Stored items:
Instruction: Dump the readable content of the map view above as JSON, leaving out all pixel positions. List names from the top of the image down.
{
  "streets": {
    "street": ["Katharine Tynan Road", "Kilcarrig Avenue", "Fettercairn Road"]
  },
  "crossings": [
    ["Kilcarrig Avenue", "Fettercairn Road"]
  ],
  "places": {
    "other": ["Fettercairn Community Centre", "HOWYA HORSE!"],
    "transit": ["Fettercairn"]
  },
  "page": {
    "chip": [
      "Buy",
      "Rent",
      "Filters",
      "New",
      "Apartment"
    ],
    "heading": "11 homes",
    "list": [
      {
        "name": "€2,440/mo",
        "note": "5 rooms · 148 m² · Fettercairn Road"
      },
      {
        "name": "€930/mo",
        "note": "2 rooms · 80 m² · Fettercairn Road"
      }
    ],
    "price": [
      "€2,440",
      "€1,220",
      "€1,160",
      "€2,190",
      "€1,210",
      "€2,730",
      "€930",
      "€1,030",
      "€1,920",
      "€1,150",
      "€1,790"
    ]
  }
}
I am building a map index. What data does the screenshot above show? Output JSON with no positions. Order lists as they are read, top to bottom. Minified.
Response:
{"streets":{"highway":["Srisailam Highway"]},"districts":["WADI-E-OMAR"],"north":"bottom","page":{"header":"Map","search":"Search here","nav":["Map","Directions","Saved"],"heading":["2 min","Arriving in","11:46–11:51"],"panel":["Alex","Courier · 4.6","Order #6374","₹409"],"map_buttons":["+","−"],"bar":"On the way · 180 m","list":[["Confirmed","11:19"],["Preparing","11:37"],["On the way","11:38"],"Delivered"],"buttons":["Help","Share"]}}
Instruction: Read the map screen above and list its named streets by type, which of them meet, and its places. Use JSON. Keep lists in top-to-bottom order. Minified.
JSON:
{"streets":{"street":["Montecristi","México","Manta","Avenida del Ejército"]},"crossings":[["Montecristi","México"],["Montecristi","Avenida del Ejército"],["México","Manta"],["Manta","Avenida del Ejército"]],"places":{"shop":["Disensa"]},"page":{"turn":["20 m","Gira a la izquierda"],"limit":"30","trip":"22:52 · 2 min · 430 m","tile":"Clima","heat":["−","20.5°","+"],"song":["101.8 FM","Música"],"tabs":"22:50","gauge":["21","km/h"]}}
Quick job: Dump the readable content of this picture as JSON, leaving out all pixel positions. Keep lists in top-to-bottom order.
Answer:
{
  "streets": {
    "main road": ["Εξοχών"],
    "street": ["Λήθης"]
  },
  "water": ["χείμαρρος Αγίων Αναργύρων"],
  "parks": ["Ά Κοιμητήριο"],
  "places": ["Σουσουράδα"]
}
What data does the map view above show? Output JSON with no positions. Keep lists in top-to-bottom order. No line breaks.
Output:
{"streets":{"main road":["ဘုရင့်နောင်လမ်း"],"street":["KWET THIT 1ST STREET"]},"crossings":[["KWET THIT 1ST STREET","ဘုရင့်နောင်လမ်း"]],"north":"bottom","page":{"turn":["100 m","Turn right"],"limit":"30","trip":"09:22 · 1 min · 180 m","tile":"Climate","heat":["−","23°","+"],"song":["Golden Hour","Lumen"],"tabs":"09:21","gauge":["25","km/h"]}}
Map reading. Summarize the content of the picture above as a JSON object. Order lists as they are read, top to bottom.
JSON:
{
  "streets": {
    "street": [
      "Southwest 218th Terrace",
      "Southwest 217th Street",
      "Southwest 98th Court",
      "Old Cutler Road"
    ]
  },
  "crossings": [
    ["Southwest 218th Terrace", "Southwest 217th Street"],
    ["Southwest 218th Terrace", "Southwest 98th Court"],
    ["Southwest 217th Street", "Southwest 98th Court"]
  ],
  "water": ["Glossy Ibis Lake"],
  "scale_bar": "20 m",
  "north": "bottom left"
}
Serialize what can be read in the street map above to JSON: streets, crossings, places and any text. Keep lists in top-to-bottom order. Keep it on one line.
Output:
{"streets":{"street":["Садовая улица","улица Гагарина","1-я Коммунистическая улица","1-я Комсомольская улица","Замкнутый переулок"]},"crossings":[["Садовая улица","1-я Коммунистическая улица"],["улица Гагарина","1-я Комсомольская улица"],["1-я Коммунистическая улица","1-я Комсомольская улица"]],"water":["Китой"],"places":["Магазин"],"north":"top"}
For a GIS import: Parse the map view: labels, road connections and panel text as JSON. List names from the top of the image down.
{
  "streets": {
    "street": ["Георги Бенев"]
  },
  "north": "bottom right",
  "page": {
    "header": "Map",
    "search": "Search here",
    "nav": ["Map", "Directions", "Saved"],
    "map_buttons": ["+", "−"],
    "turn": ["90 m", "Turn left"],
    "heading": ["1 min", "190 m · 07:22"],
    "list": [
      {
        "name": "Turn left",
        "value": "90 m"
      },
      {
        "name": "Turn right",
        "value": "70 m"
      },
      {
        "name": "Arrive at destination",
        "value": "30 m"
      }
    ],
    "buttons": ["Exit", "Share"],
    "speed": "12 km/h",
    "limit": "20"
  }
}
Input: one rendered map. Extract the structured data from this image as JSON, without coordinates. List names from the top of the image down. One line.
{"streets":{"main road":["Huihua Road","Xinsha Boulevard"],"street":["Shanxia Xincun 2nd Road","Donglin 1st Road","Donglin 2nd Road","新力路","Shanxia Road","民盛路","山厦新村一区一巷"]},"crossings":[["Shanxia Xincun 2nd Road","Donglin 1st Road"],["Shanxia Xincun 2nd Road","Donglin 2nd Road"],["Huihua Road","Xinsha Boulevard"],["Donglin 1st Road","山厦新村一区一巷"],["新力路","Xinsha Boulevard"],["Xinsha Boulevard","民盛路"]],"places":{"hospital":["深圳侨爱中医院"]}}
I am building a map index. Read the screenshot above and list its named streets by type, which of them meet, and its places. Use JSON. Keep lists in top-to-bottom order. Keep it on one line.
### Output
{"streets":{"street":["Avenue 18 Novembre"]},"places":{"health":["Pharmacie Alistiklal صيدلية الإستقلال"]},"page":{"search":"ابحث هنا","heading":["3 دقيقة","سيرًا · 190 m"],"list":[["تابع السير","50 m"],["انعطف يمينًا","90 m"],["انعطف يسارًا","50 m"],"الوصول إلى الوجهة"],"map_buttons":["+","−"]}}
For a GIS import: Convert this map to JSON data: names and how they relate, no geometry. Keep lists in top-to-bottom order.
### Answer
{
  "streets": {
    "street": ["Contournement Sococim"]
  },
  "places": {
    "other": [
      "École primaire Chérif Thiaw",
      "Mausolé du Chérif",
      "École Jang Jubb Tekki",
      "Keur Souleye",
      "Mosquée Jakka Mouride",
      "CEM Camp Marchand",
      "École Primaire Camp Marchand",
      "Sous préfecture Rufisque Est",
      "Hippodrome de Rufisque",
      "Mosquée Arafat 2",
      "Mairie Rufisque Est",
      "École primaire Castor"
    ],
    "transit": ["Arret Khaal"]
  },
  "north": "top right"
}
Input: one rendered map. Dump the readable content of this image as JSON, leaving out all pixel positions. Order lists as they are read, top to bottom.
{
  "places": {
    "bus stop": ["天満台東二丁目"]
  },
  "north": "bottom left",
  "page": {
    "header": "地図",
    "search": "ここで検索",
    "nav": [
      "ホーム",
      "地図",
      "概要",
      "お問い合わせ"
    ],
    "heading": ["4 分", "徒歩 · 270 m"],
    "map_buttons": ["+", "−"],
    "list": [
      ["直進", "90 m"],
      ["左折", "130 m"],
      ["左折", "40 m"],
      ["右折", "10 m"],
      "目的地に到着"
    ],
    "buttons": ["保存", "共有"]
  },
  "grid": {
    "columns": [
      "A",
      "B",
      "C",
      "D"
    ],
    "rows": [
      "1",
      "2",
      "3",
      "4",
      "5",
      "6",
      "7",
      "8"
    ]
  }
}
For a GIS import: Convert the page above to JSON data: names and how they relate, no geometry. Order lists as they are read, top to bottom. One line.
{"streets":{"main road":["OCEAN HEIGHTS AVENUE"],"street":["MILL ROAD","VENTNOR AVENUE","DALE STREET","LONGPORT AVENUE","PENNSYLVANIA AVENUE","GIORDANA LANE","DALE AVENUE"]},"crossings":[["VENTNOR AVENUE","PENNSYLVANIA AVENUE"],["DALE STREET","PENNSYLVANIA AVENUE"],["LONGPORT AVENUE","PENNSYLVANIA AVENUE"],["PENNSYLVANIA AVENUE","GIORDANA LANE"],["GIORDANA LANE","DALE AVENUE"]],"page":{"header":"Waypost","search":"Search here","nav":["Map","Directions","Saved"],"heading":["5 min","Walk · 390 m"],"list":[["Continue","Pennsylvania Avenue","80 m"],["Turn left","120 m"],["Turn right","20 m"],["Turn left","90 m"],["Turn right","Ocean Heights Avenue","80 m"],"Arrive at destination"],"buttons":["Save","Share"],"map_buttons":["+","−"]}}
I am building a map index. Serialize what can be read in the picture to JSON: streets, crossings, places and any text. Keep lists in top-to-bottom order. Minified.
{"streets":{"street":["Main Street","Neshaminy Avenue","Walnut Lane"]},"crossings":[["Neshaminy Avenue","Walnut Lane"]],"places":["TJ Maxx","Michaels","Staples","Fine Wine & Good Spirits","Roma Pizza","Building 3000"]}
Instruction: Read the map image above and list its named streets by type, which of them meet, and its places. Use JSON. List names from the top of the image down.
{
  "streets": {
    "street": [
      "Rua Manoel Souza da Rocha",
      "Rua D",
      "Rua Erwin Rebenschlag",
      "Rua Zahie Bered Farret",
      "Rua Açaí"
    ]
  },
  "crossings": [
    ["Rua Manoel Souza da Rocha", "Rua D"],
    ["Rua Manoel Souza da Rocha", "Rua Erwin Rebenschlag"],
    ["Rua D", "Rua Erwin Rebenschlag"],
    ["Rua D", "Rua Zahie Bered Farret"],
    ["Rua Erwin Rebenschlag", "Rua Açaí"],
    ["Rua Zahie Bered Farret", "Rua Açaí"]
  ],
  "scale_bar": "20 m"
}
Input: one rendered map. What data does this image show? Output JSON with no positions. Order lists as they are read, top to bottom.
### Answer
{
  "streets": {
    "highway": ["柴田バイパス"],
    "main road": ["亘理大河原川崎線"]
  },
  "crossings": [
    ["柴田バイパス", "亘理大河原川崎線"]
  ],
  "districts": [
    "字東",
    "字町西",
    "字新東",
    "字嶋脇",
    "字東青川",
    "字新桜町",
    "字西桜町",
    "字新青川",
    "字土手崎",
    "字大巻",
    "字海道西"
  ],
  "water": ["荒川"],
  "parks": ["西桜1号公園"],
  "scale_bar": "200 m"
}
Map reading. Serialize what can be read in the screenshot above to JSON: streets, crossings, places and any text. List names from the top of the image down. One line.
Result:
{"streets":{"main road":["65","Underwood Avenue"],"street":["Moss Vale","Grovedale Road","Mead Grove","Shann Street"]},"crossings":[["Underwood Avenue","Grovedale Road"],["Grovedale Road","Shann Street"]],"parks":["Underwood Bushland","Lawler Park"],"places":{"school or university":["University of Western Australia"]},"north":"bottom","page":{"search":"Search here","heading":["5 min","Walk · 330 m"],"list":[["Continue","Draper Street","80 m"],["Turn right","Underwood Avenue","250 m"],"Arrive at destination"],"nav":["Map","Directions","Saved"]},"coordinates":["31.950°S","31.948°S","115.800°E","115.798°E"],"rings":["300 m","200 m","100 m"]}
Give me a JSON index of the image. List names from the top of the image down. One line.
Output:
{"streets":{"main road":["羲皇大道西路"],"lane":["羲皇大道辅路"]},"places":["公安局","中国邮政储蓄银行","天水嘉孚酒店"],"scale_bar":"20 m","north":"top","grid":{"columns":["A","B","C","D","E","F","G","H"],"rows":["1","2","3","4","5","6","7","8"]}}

_Required work_
Report all lines above with "reading".

_Answer section_
Map reading. Summarize the content of the picture above as a JSON object. Order lists as they are read, top to bottom.
Map reading. Serialize what can be read in the screenshot above to JSON: streets, crossings, places and any text. List names from the top of the image down. One line.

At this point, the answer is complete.